(Saved entries)
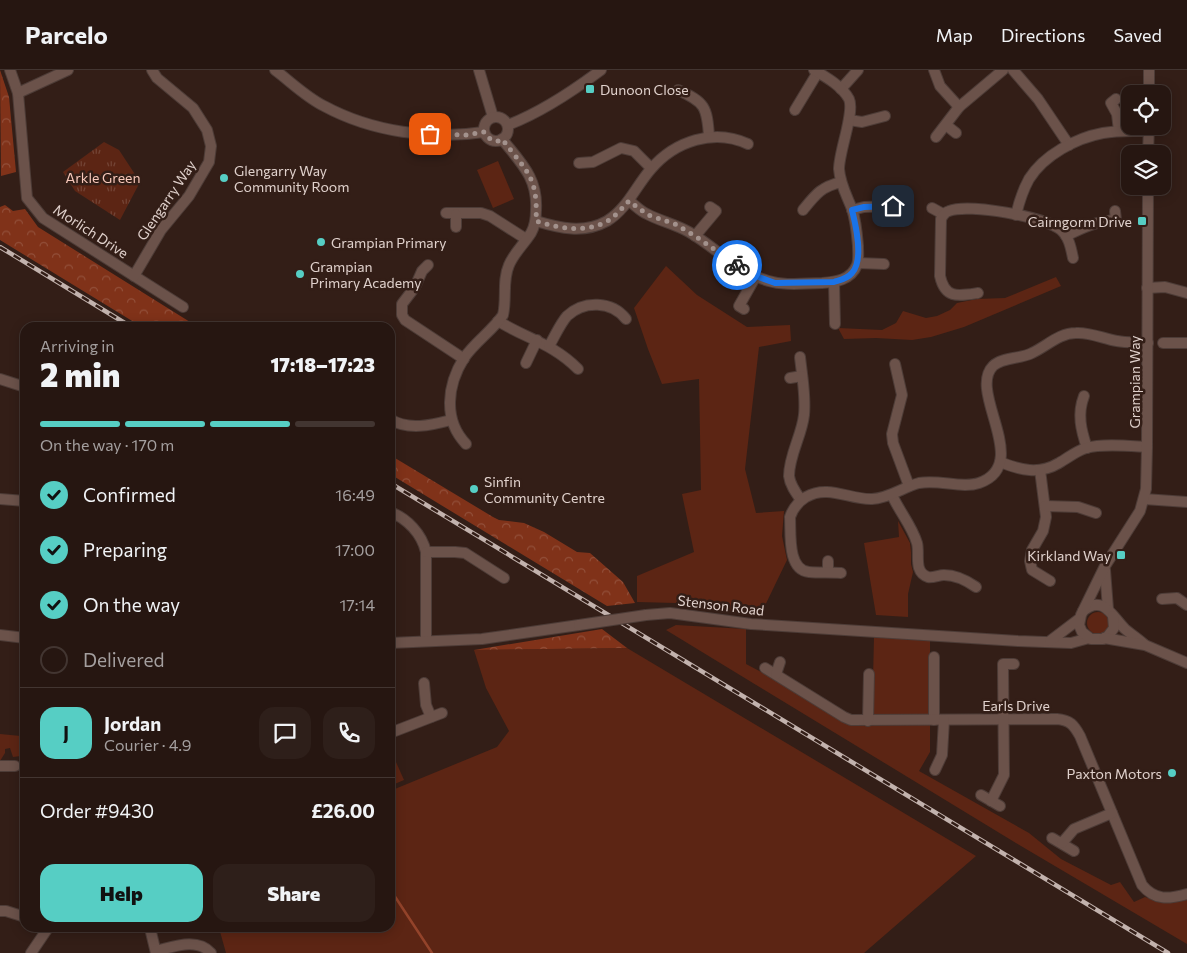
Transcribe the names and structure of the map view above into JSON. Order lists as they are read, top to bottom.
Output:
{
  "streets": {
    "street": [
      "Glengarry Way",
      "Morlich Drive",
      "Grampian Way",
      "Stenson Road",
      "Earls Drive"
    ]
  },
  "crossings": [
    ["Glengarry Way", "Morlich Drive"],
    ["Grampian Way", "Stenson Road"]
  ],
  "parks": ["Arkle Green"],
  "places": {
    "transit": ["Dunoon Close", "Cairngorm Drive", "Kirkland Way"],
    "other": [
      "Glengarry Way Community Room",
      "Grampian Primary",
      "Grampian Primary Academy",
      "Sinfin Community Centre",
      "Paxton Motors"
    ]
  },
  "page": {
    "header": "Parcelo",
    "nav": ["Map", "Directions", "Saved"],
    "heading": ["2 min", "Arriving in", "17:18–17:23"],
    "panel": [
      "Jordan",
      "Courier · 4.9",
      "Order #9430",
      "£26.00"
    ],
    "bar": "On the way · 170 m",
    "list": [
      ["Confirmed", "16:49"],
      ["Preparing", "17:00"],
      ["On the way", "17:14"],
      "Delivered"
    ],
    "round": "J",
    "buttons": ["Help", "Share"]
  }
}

## Instructions to follow
Copy out all the entries precisely. No images.

## Answer below
Transcribe the names and structure of the map view above into JSON. Order lists as they are read, top to bottom.
Output:
{
  "streets": {
    "street": [
      "Glengarry Way",
      "Morlich Drive",
      "Grampian Way",
      "Stenson Road",
      "Earls Drive"
    ]
  },
  "crossings": [
    ["Glengarry Way", "Morlich Drive"],
    ["Grampian Way", "Stenson Road"]
  ],
  "parks": ["Arkle Green"],
  "places": {
    "transit": ["Dunoon Close", "Cairngorm Drive", "Kirkland Way"],
    "other": [
      "Glengarry Way Community Room",
      "Grampian Primary",
      "Grampian Primary Academy",
      "Sinfin Community Centre",
      "Paxton Motors"
    ]
  },
  "page": {
    "header": "Parcelo",
    "nav": ["Map", "Directions", "Saved"],
    "heading": ["2 min", "Arriving in", "17:18–17:23"],
    "panel": [
      "Jordan",
      "Courier · 4.9",
      "Order #9430",
      "£26.00"
    ],
    "bar": "On the way · 170 m",
    "list": [
      ["Confirmed", "16:49"],
      ["Preparing", "17:00"],
      ["On the way", "17:14"],
      "Delivered"
    ],
    "round": "J",
    "buttons": ["Help", "Share"]
  }
}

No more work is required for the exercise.